By Bob Herbert
Jun 13th, 2010
There is no good news coming out of the depressing and endless war in Afghanistan. There once was merit to our incursion there, but that was long ago. Now we’re just going through the tragic motions, flailing at this and that, with no real strategy or decent end in sight.
The US doesn’t win wars anymore. We just funnel the stressed and underpaid troops in and out of the combat zones, while all the while showering taxpayer billions on the contractors and giant corporations that view the horrors of war as a heaven-sent bonanza. BP, as we’ve been told repeatedly recently, is one of the largest suppliers of fuel to the wartime US military.
Seven American soldiers were killed in Afghanistan on Monday but hardly anyone noticed. Far more concern is being expressed for the wildlife threatened by the oil gushing into the Gulf of Mexico than for the GI’s being blown up in the wilds of Afghanistan.
Early this year, we were told that at long last the tide had turned in Afghanistan, that the biggest offensive of the war by American, British and Afghan troops was underway in Marja, a town in Helmand Province in the southern part of the country. The goal, as outlined by Gen Stanley McChrystal, our senior military commander in Afghanistan, was to rout the Taliban and install a splendid new government that would be responsive to the people and beloved by them.
That triumph would soon be followed by another military initiative in the much larger expanse of neighbouring Kandahar Province. New York Times’ Rod Nordland explained what was supposed to happen in a front-page article this week: “The goal that American planners originally outlined — often in briefings in which reporters agreed not to quote officials by name — emphasised the importance of a military
offensive devised to bring all of the populous and Taliban-dominated south under effective control by the end of this summer. That would leave another year to consolidate gains before President Obama’s July 2011 deadline to begin withdrawing combat troops”.

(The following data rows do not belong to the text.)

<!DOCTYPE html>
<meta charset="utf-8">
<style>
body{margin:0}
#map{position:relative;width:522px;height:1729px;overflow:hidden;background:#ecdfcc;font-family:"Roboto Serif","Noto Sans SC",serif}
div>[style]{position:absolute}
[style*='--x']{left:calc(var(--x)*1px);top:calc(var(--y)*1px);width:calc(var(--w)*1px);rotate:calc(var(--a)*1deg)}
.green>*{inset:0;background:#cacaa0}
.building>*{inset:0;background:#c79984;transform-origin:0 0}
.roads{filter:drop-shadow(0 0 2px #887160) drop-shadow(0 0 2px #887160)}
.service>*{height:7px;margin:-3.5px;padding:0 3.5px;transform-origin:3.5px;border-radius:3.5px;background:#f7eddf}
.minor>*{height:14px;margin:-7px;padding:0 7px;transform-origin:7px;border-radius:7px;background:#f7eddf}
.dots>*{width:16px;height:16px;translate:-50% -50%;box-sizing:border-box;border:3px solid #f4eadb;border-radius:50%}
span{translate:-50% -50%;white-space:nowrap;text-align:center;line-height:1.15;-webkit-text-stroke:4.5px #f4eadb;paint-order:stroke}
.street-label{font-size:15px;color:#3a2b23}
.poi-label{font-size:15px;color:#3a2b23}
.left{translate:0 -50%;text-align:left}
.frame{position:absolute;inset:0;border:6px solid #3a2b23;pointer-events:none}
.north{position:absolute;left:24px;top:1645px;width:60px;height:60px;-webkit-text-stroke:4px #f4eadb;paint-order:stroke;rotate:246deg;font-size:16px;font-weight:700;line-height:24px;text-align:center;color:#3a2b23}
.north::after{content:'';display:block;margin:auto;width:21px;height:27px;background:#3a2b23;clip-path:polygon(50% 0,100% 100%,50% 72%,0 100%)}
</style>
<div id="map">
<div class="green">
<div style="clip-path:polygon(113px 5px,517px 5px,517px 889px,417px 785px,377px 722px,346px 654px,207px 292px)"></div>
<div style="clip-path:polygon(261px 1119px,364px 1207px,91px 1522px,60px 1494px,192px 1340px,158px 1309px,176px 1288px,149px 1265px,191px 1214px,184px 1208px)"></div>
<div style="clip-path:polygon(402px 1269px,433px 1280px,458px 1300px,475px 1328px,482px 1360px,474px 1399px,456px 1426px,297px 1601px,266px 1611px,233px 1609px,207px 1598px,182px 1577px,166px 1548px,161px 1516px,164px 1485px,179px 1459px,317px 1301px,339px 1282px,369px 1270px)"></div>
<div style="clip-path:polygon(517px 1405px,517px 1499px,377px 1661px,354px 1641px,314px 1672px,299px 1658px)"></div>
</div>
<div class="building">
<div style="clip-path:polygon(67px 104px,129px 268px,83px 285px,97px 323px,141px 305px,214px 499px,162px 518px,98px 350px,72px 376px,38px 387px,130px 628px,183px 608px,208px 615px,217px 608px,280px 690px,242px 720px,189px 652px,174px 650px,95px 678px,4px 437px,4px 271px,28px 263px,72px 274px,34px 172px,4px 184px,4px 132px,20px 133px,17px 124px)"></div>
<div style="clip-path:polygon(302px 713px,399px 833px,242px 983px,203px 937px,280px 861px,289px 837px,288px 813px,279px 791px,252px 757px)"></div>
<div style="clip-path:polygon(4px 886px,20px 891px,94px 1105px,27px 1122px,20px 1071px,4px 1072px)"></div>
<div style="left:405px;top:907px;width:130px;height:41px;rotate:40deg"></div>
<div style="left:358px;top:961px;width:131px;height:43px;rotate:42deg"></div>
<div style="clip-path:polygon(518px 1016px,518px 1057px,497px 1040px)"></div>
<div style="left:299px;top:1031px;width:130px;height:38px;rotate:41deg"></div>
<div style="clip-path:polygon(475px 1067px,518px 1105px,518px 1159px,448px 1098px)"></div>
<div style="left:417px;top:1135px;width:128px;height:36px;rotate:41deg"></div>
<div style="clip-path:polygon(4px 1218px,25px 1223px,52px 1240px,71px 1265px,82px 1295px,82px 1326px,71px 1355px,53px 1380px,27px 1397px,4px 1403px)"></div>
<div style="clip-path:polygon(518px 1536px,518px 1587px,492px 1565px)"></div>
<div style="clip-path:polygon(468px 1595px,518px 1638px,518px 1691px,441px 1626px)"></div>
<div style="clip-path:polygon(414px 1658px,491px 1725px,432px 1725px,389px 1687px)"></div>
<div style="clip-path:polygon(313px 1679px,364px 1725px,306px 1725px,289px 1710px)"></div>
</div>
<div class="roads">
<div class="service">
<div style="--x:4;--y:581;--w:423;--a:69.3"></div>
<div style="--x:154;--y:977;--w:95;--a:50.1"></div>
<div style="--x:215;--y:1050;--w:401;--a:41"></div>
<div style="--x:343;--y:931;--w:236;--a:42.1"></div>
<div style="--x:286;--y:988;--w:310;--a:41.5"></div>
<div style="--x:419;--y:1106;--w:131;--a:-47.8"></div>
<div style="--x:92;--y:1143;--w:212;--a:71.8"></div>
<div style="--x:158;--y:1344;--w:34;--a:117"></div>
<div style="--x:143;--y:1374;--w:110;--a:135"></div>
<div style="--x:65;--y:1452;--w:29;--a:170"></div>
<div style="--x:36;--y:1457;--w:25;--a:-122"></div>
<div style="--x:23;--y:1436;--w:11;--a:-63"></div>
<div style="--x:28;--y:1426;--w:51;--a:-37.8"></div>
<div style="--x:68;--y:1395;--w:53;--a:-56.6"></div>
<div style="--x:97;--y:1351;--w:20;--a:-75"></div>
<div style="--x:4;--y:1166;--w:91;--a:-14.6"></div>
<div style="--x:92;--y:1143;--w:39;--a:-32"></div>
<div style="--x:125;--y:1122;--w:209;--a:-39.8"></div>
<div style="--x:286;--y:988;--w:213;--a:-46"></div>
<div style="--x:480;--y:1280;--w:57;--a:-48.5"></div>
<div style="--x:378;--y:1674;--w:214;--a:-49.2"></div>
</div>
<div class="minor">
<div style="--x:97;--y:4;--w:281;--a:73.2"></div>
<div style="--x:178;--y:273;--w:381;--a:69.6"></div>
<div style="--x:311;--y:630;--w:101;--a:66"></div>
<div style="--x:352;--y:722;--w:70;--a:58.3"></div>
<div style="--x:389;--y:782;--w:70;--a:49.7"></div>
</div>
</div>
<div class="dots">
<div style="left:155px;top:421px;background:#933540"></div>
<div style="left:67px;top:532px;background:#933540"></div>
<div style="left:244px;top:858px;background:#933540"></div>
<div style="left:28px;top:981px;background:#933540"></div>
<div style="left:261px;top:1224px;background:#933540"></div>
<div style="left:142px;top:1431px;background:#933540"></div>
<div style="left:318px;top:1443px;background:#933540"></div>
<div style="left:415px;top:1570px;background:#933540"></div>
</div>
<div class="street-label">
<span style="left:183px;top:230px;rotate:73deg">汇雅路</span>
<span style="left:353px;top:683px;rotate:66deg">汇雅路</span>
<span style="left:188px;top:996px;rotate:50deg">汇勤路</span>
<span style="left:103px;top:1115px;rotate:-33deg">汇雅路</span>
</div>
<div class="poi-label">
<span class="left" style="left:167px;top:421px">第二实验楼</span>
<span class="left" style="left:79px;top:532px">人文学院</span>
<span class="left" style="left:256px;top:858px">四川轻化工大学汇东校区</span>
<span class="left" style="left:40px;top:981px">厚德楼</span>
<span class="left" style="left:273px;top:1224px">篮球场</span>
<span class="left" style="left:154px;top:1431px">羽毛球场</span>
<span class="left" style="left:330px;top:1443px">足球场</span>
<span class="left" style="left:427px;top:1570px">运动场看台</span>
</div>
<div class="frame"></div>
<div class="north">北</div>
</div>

Forget about it. Commanders can’t even point to a clear-cut success in Marja. As for Kandahar, no one will even use the word “offensive” to describe the military operations there. The talk now is of moving ahead with civilian reconstruction projects, a “civilian surge”, as Mr Nordland noted.
What’s happening in Afghanistan is not only tragic, it’s embarrassing. The American troops will fight, but the Afghan troops who are supposed to be their allies are a lost cause. The government of Afghan President Hamid Karzai is breathtakingly corrupt and incompetent — and widely unpopular to boot. And now, as the New York Times’ Dexter Filkins is reporting, the erratic Mr Karzai seems to be giving up hope that the US can prevail in the war and is making nice with the
There is no overall game plan, no real strategy or coherent goals, to guide the fighting of US forces. It’s just a mind-numbing, soul-chilling, body-destroying slog, month after month, year after pointless year. The 18-year-olds fighting (and, increasingly, dying) in Afghanistan now were just nine or 10 when the World Trade Centre and Pentagon were attacked in 2001.
Americans have zoned out on this war. They don’t even want to think about it. They don’t want their taxes raised to pay for it, even as they say in poll after poll that they are worried about budget deficits. The vast majority do not want their sons or daughters anywhere near Afghanistan.
Why in the world should the small percentage of the population that has volunteered for military service shoulder the entire burden of this hapless, endless effort? The truth is that top American officials do not believe the war can be won but do not know how to end it. So we get gibberish about empowering the unempowerable Afghan forces and rebuilding a hopelessly corrupt and incompetent civil society.
Our government leaders keep mouthing platitudes about objectives that are not achievable, which is a form of deception that should be unacceptable in a free society.
In announcing, during a speech at West Point in December, that 30,000 additional troops would be sent to Afghanistan, President Obama said:
“As your commander in chief, I owe you a mission that is clearly defined and worthy of your service”.
That clearly defined mission never materialised. Ultimately, the public is at fault for this catastrophe in Afghanistan, where more than 1,000 GI’s have now lost their lives. If we don’t have the courage as a people to fight and share in the sacrifices when our nation is at war, if we’re unwilling to seriously think about the war and hold our leaders accountable for the way it is conducted, if we’re not even willing to pay for it, then we should at least have the courage to pull our valiant forces out of it.